Bisogna per questo valorizzare gli aspetti politici della dimensione alpina in chiave europea ma con ruolo essenziale delle Regioni per capire meglio come le comunità abbiano reagito in diverso modo ai medesimi problemi da affrontare. Un terreno fertile e indispensabile, perché ognuno nel proprio ambito - compresa la nostra Autonomia speciale - possa farsi forte non solo attraverso l'interscambio di buone pratiche, ma facendo sistema assieme agli altri "alpini" nel rapporto con le autorità europee e quelle statali. Facendo attenzione che le grandi città del sistema, prevalentemente subalpine, non “schiaccino” la dimensione montana vera e propria. Paul Guichonnet, il più grande studioso della “civilisation” delle Alpi nella sua veste di geografo e ai storico, ci ha lasciato purtroppo quattro anni fa, dopo aver dedicato la sua vita intera a studiare le “sue” montagne e le popolazioni che le vivono, scriveva: “Les Alpes sont, certainement, les montagnes les plus singulières et attachantes de la Terre. Au cœur du Continent européen, berceau de la civilisation industrielle développée, elles séparent et unissent, tout à la fois, le monde méditerranéen et les façades nordiques et océaniques du continent, dont elles constituent l'ossature majeure».

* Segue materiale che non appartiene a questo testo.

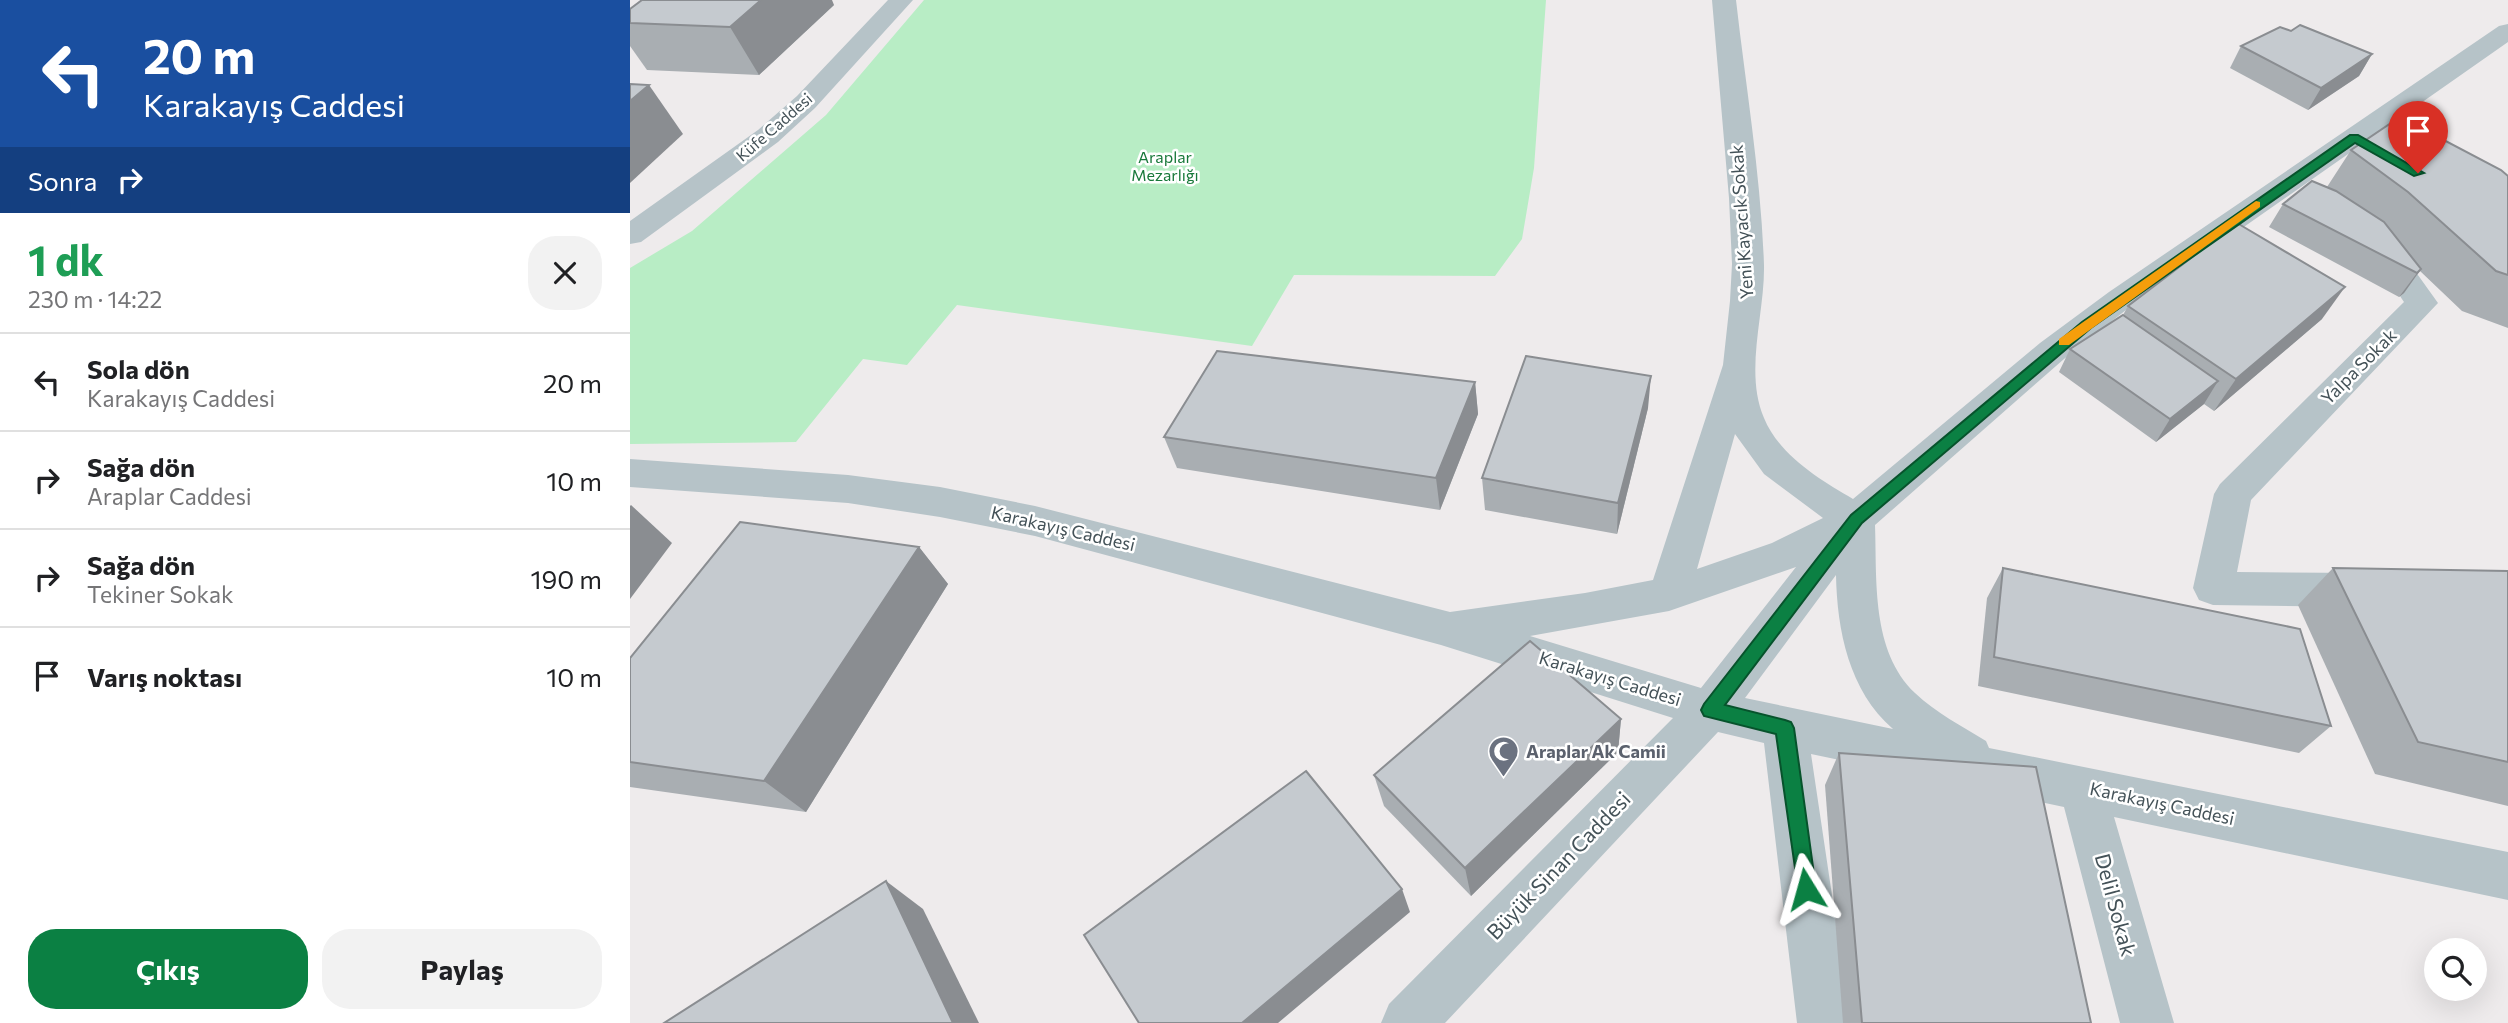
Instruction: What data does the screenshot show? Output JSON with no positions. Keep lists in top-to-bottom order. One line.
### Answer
{"streets":{"street":["Küfe Caddesi","Yeni Kayacık Sokak","Yalpa Sokak","Karakayış Caddesi","Büyük Sinan Caddesi","Delil Sokak"]},"crossings":[["Yeni Kayacık Sokak","Büyük Sinan Caddesi"],["Karakayış Caddesi","Büyük Sinan Caddesi"],["Karakayış Caddesi","Delil Sokak"]],"parks":["Araplar Mezarlığı"],"places":{"mosque":["Araplar Ak Camii"]},"page":{"turn":["20 m","Karakayış Caddesi"],"then":"Sonra","heading":["1 dk","230 m · 14:22"],"list":[{"name":"Sola dön","note":"Karakayış Caddesi","value":"20 m"},{"name":"Sağa dön","note":"Araplar Caddesi","value":"10 m"},{"name":"Sağa dön","note":"Tekiner Sokak","value":"190 m"},{"name":"Varış noktası","value":"10 m"}],"buttons":["Çıkış","Paylaş"]}}
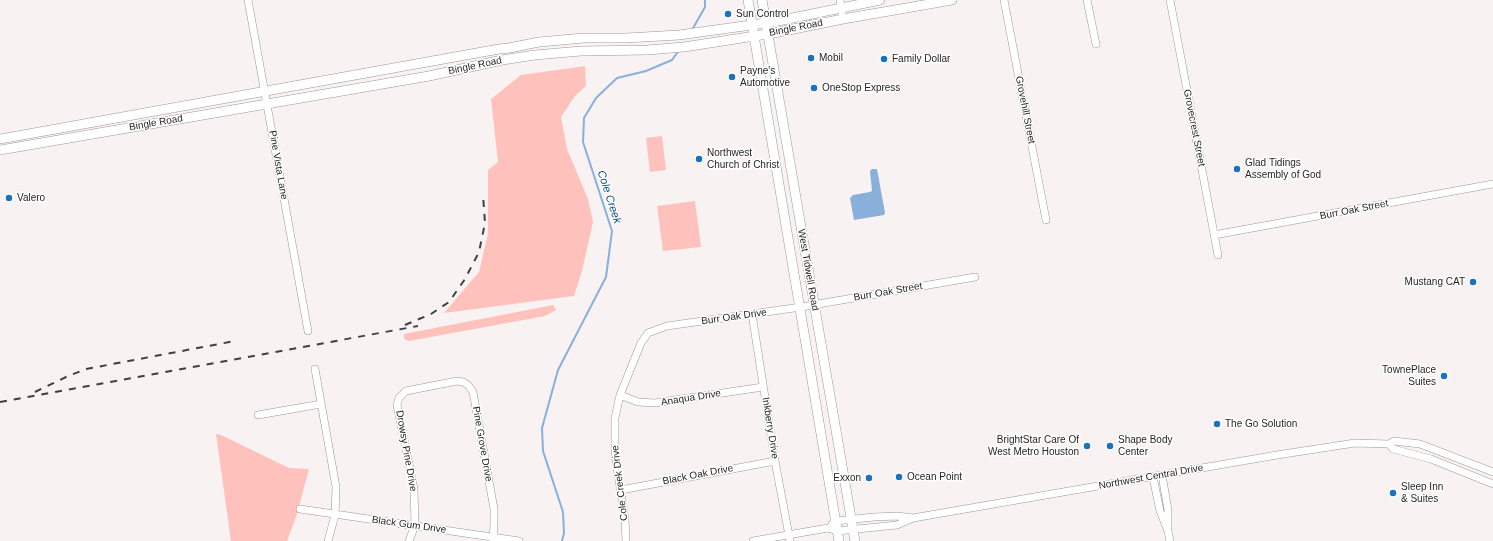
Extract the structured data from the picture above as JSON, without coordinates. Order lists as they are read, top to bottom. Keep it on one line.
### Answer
{"streets":{"main road":["Bingle Road","West Tidwell Road"],"street":["Grovehill Street","Grovecrest Street","Pine Vista Lane","Burr Oak Street","Burr Oak Drive","Anaqua Drive","Inkberry Drive","Pine Grove Drive","Drowsy Pine Drive","Black Oak Drive","Northwest Central Drive","Cole Creek Drive","Black Gum Drive"]},"crossings":[["Bingle Road","Pine Vista Lane"],["Bingle Road","West Tidwell Road"],["Grovecrest Street","Burr Oak Street"],["Burr Oak Street","West Tidwell Road"],["Burr Oak Street","Burr Oak Drive"],["West Tidwell Road","Burr Oak Drive"],["West Tidwell Road","Northwest Central Drive"],["Burr Oak Drive","Inkberry Drive"],["Burr Oak Drive","Cole Creek Drive"],["Anaqua Drive","Inkberry Drive"],["Anaqua Drive","Cole Creek Drive"],["Inkberry Drive","Black Oak Drive"],["Pine Grove Drive","Drowsy Pine Drive"],["Pine Grove Drive","Black Gum Drive"],["Drowsy Pine Drive","Black Gum Drive"],["Black Oak Drive","Cole Creek Drive"]],"water":["Cole Creek"],"places":["Sun Control","Mobil","Family Dollar","Payne's Automotive","OneStop Express","Northwest Church of Christ","Glad Tidings Assembly of God","Valero","Mustang CAT","TownePlace Suites","The Go Solution","BrightStar Care Of West Metro Houston","Shape Body Center","Ocean Point","Exxon","Sleep Inn & Suites"]}
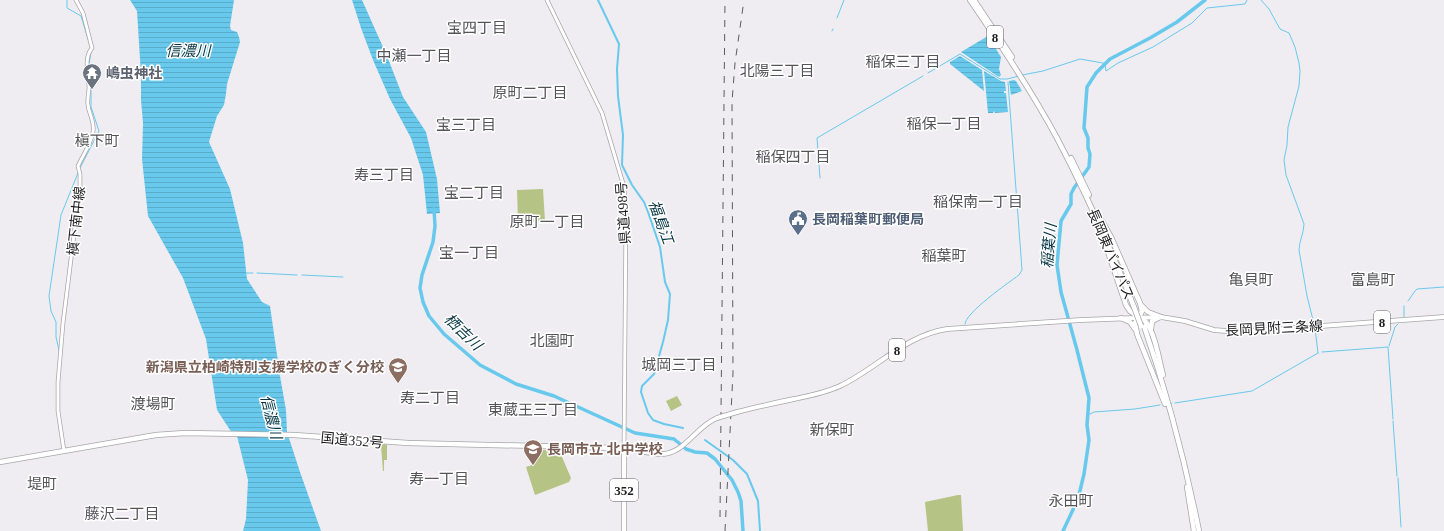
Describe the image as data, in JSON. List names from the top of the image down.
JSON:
{
  "streets": {
    "highway": [
      "8",
      "長岡東バイパス",
      "国道352号",
      "352"
    ],
    "main road": ["県道498号", "槇下南中線", "長岡見附三条線"]
  },
  "crossings": [
    ["県道498号", "長岡見附三条線"],
    ["県道498号", "国道352号"],
    ["県道498号", "352"],
    ["槇下南中線", "国道352号"],
    ["長岡見附三条線", "国道352号"],
    ["長岡見附三条線", "352"],
    ["国道352号", "352"]
  ],
  "districts": [
    "宝四丁目",
    "中瀬一丁目",
    "稲保三丁目",
    "北陽三丁目",
    "原町二丁目",
    "稲保一丁目",
    "宝三丁目",
    "槇下町",
    "稲保四丁目",
    "寿三丁目",
    "宝二丁目",
    "稲保南一丁目",
    "原町一丁目",
    "宝一丁目",
    "稲葉町",
    "亀貝町",
    "富島町",
    "北園町",
    "城岡三丁目",
    "寿二丁目",
    "渡場町",
    "東蔵王三丁目",
    "新保町",
    "寿一丁目",
    "堤町",
    "永田町",
    "藤沢二丁目"
  ],
  "water": [
    "信濃川",
    "福島江",
    "稲葉川",
    "栖吉川"
  ],
  "places": {
    "temple": ["嶋虫神社"],
    "public building": ["長岡稲葉町郵便局"],
    "school or university": ["新潟県立柏崎特別支援学校のぎく分校", "長岡市立 北中学校"]
  }
}
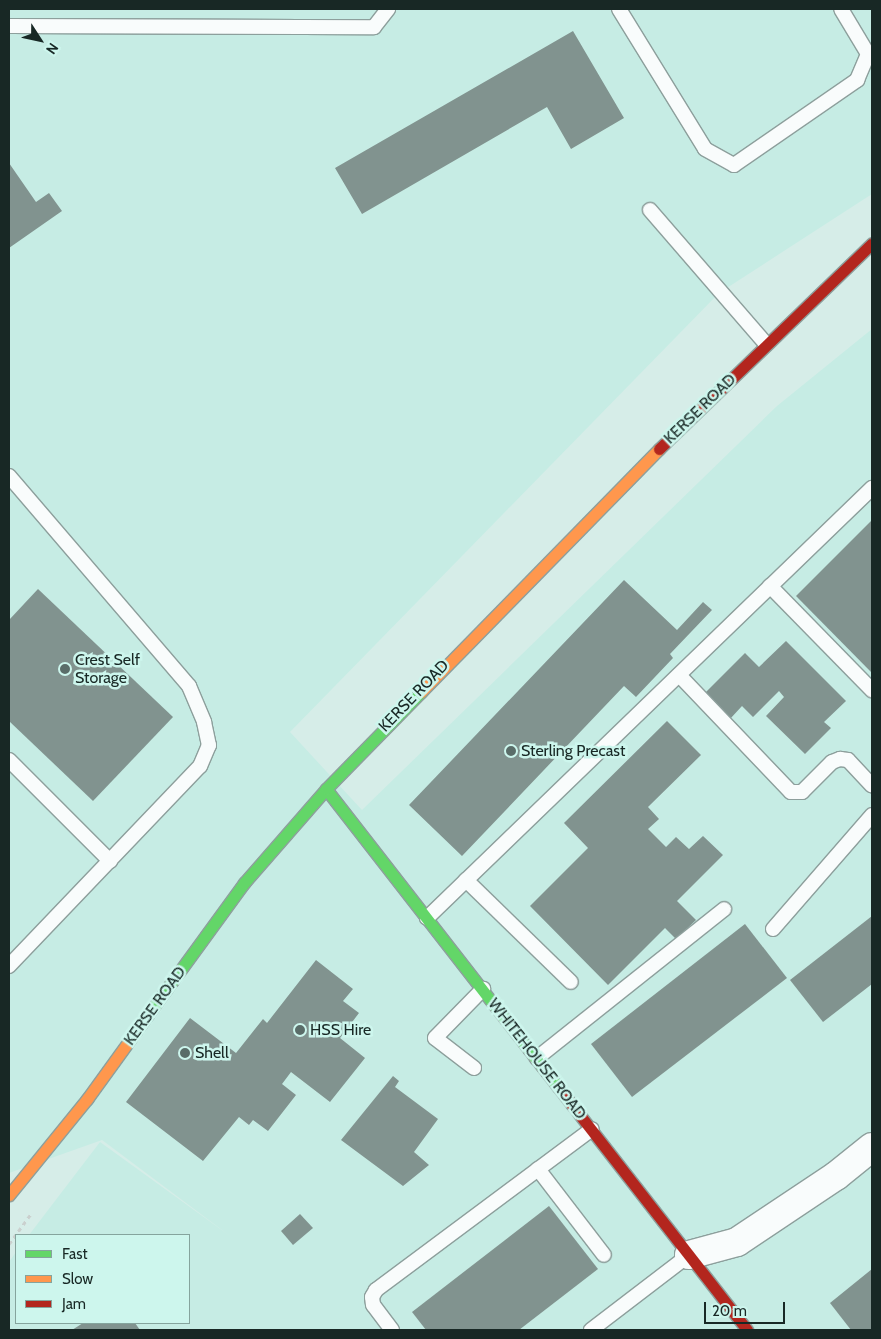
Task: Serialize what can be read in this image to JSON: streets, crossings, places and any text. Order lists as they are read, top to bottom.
{
  "streets": {
    "main road": ["KERSE ROAD", "WHITEHOUSE ROAD"]
  },
  "crossings": [
    ["KERSE ROAD", "WHITEHOUSE ROAD"]
  ],
  "places": [
    "Crest Self Storage",
    "Sterling Precast",
    "HSS Hire",
    "Shell"
  ],
  "legend": ["Fast", "Slow", "Jam"],
  "scale_bar": "20 m",
  "north": "bottom right"
}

Le sue conclusioni sono espresse con grande efficacia in una breve frase: «la recomposition d'un espace alpin, moins subordonné et asservi, ne pourra se faire que dans le cadre de l'intégration européenne».
Avere grazie ai suoi studi che molto mi impressionarono ho compartecipato nel mio lavoro alla spinta per avere e la ottenemmo, nel quadro dell'Unione europea, questa strategia macroregionale delle Alpi in analogia a quelle già in sviluppo attorno al Mar Baltico, al fiume Danubio e al Mare Adriatico. Ma la politica - e in primis gli eletti della montagna alpina - ci devono credere e evitare che la macroregione alpina sia un luogo per soli dialoghi tecnici su specifici argomenti, ma diventi luogo di confronto e di crescita della politica. Altrimenti resterà una creatura debole e infruttuosa. Scriveva l'Abbé Joseph Bréan, riprendendo un tema caro ad Émile Chanoux, in "Civilisation alpestre": «Le moment est peut-être venu où cet immense réservoir de valeurs humaines, constitué par les Pays des Alpes, doit ouvrir ses écluses, pour répandre tout autour les flots d'une civilisation capable de sauver et de rénover le Vieux Continent, ce noble et malheureux Continent qui se débat dans un désarroi angoissant, cherchant une voie de salut».
 Parole riferite agli orrori della Seconda Guerra mondiale e avere una visione europeista mostra la grandezza di Bréan. Pensieri che suonano come un sinistro ammonimento con i venti di guerra in Ucraina, che mostrano i rischi sempre presenti nel caso specifico derivanti dalla spinta del nazionalismo e dall’ imperialismo russo. Uscire dalla logica dei soli Stati nazionali può avvenire proprio sulle Alpi e si può fare grazie all’approccio europeista, diventando un esempio fruttuoso di come scavalcare le frontiere lavorando assieme.